● **Exercise objective**
Please state how many lines below include the word "speed"; the reply should be the number only.

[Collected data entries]

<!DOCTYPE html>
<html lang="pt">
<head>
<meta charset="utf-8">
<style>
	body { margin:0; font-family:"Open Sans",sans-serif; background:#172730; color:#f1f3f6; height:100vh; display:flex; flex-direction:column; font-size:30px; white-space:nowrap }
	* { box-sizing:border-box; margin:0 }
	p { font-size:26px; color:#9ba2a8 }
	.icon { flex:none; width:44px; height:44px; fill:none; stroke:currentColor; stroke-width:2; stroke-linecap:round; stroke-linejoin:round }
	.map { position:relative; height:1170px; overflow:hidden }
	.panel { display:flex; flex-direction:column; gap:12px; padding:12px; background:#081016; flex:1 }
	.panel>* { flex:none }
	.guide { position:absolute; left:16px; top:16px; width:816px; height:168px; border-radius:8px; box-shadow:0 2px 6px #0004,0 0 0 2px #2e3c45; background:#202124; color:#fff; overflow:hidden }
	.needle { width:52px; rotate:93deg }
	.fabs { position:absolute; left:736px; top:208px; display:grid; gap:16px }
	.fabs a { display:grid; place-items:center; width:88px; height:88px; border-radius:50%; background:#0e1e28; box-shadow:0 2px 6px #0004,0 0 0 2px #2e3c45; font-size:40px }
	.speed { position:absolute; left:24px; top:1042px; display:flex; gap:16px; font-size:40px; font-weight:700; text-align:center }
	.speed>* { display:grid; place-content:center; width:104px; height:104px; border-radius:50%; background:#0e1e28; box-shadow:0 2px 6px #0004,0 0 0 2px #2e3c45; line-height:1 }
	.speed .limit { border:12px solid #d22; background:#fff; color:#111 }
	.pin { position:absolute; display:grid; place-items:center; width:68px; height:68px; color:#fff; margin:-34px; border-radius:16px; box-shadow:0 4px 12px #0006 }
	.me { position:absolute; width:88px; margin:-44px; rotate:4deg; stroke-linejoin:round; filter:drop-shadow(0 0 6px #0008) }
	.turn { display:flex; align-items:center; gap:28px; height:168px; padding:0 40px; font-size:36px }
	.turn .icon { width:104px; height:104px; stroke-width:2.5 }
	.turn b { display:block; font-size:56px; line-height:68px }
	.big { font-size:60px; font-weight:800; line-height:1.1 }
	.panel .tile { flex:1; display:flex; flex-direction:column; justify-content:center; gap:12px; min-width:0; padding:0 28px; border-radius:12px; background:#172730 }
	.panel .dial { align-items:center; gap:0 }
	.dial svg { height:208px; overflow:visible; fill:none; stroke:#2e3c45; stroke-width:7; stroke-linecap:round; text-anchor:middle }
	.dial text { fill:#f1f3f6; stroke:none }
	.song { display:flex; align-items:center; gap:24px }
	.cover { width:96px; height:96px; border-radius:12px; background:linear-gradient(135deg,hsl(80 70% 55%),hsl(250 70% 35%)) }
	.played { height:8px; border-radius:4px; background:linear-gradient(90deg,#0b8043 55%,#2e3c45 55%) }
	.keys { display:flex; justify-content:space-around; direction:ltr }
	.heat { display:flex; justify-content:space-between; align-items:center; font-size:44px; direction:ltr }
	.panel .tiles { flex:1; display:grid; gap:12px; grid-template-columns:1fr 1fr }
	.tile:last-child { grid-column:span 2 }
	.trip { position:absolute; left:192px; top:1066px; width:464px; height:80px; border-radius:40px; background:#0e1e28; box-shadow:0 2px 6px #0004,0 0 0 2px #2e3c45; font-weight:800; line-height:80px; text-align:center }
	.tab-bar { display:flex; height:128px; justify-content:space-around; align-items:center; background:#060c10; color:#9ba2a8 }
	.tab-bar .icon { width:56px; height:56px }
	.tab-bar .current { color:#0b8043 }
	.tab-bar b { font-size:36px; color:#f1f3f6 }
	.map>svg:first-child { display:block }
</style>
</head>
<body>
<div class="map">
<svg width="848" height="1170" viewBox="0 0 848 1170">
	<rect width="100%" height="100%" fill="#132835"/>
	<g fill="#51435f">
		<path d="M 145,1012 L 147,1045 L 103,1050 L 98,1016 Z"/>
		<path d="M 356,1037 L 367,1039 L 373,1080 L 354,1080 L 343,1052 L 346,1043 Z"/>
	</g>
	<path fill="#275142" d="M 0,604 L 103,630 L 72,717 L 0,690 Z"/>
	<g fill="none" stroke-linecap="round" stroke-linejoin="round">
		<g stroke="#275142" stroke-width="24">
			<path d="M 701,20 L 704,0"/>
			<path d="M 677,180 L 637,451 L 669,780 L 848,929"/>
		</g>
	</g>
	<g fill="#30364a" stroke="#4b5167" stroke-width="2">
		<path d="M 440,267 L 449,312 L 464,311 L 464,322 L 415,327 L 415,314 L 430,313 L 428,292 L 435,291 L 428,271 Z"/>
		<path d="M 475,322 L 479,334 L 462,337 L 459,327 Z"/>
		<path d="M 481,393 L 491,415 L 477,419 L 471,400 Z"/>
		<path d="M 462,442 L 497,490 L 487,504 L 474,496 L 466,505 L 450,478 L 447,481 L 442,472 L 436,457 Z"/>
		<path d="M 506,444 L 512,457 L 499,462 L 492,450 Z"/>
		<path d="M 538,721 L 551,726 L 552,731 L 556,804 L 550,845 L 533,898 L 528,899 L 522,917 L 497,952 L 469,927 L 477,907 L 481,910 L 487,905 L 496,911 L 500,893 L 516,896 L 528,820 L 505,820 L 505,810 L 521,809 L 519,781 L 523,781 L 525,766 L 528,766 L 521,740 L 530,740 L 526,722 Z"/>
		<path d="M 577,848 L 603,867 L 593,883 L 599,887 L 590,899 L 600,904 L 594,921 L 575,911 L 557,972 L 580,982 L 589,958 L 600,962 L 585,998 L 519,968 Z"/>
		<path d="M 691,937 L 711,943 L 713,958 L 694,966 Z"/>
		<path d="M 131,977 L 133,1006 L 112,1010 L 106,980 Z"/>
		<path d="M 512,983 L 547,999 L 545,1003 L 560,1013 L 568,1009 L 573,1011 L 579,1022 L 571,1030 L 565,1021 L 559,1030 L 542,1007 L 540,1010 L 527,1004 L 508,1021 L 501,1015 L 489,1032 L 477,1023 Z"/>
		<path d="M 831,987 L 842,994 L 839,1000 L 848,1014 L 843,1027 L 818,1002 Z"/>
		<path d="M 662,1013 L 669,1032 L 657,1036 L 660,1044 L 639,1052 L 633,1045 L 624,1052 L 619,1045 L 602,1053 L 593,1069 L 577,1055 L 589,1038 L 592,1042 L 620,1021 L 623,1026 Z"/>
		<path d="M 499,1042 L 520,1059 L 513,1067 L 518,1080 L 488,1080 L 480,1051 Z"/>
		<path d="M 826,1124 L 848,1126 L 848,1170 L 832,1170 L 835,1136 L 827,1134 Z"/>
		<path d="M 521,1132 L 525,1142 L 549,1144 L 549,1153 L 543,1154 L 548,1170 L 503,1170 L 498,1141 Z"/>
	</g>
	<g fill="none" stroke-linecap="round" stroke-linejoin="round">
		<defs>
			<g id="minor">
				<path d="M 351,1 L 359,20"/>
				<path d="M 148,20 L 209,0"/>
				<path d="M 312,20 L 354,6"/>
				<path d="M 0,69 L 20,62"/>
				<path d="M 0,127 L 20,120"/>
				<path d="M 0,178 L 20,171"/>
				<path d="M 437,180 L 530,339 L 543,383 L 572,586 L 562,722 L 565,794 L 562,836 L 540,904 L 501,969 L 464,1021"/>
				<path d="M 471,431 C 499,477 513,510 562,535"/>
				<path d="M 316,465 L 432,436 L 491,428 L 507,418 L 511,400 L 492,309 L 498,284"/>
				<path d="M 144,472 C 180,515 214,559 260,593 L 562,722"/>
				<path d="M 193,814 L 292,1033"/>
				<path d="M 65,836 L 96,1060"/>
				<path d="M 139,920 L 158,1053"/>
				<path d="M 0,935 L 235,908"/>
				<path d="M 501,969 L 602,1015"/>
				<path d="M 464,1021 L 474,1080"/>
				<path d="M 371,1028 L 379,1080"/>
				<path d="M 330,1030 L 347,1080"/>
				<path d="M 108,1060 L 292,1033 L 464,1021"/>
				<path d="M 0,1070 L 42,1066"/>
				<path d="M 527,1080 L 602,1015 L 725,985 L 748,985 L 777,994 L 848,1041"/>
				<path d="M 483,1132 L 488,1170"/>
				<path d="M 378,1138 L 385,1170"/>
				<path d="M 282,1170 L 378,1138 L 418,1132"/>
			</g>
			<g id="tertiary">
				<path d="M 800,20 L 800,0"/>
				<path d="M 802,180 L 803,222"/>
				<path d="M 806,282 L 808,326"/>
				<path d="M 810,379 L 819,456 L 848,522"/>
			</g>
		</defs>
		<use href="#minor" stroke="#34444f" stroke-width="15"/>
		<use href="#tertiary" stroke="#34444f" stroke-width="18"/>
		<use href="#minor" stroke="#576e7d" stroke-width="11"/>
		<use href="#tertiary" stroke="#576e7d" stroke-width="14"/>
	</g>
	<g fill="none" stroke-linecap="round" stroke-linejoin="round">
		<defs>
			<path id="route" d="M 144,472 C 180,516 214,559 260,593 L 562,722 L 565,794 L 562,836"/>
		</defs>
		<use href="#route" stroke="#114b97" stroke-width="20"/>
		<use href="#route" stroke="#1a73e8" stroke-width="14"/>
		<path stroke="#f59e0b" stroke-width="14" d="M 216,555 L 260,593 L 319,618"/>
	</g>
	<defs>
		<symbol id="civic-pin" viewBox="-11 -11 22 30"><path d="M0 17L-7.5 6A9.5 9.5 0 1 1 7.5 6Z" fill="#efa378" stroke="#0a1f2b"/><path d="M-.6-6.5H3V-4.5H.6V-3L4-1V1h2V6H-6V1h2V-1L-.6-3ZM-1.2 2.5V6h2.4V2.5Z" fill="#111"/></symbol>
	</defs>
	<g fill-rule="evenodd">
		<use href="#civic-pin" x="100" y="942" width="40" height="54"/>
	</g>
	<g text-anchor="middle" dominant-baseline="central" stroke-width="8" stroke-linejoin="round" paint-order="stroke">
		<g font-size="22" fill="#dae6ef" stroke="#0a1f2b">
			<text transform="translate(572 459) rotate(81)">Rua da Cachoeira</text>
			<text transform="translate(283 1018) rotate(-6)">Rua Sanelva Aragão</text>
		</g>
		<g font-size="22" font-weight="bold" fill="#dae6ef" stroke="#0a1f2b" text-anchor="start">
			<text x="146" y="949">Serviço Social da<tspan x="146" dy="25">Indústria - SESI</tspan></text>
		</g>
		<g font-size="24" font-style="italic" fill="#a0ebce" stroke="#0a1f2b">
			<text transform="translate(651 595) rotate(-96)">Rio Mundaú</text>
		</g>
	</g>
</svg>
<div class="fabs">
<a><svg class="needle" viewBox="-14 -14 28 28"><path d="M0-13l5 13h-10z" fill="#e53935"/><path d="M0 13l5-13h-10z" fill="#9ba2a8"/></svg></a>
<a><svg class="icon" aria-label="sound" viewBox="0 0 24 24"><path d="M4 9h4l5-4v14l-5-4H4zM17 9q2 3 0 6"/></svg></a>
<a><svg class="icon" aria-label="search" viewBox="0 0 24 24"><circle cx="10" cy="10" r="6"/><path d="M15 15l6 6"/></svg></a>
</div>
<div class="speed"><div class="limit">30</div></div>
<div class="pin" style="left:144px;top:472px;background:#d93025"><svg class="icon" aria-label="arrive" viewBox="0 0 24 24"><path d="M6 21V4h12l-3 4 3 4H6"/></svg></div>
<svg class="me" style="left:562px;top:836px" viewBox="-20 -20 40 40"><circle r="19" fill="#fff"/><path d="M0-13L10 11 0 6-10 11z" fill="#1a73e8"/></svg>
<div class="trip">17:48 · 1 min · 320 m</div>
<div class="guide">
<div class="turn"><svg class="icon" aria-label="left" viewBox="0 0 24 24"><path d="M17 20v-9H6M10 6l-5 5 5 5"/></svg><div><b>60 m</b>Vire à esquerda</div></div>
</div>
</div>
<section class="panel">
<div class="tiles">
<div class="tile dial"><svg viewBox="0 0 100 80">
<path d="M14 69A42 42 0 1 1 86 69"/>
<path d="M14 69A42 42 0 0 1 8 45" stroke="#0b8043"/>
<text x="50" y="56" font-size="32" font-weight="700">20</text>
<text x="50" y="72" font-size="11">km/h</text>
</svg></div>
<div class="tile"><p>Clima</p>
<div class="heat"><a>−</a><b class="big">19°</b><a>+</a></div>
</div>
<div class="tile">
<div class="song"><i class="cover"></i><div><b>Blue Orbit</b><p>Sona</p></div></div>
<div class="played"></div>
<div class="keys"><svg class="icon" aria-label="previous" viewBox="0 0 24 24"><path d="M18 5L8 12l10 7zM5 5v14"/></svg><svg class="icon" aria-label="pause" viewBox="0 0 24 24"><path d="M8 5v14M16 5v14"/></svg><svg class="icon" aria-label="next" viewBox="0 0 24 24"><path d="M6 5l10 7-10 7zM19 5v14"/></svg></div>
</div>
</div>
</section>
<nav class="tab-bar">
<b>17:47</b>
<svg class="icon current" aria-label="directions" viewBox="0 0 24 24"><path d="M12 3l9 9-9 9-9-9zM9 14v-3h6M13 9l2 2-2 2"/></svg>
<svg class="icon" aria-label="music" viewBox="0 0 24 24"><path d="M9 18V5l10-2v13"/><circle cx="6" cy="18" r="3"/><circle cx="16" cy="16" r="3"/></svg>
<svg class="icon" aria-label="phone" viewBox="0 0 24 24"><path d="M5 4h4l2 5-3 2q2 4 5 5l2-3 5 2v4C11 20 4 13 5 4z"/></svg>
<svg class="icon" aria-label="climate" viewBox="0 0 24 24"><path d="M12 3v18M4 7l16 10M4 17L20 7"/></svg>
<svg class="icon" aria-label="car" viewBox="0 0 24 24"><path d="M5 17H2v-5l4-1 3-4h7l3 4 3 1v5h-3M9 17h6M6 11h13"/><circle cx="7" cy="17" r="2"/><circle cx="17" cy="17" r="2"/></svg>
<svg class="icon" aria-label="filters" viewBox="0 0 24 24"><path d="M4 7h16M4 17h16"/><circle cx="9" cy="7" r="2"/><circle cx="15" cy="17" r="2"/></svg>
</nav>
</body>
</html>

● **Exercise response**
4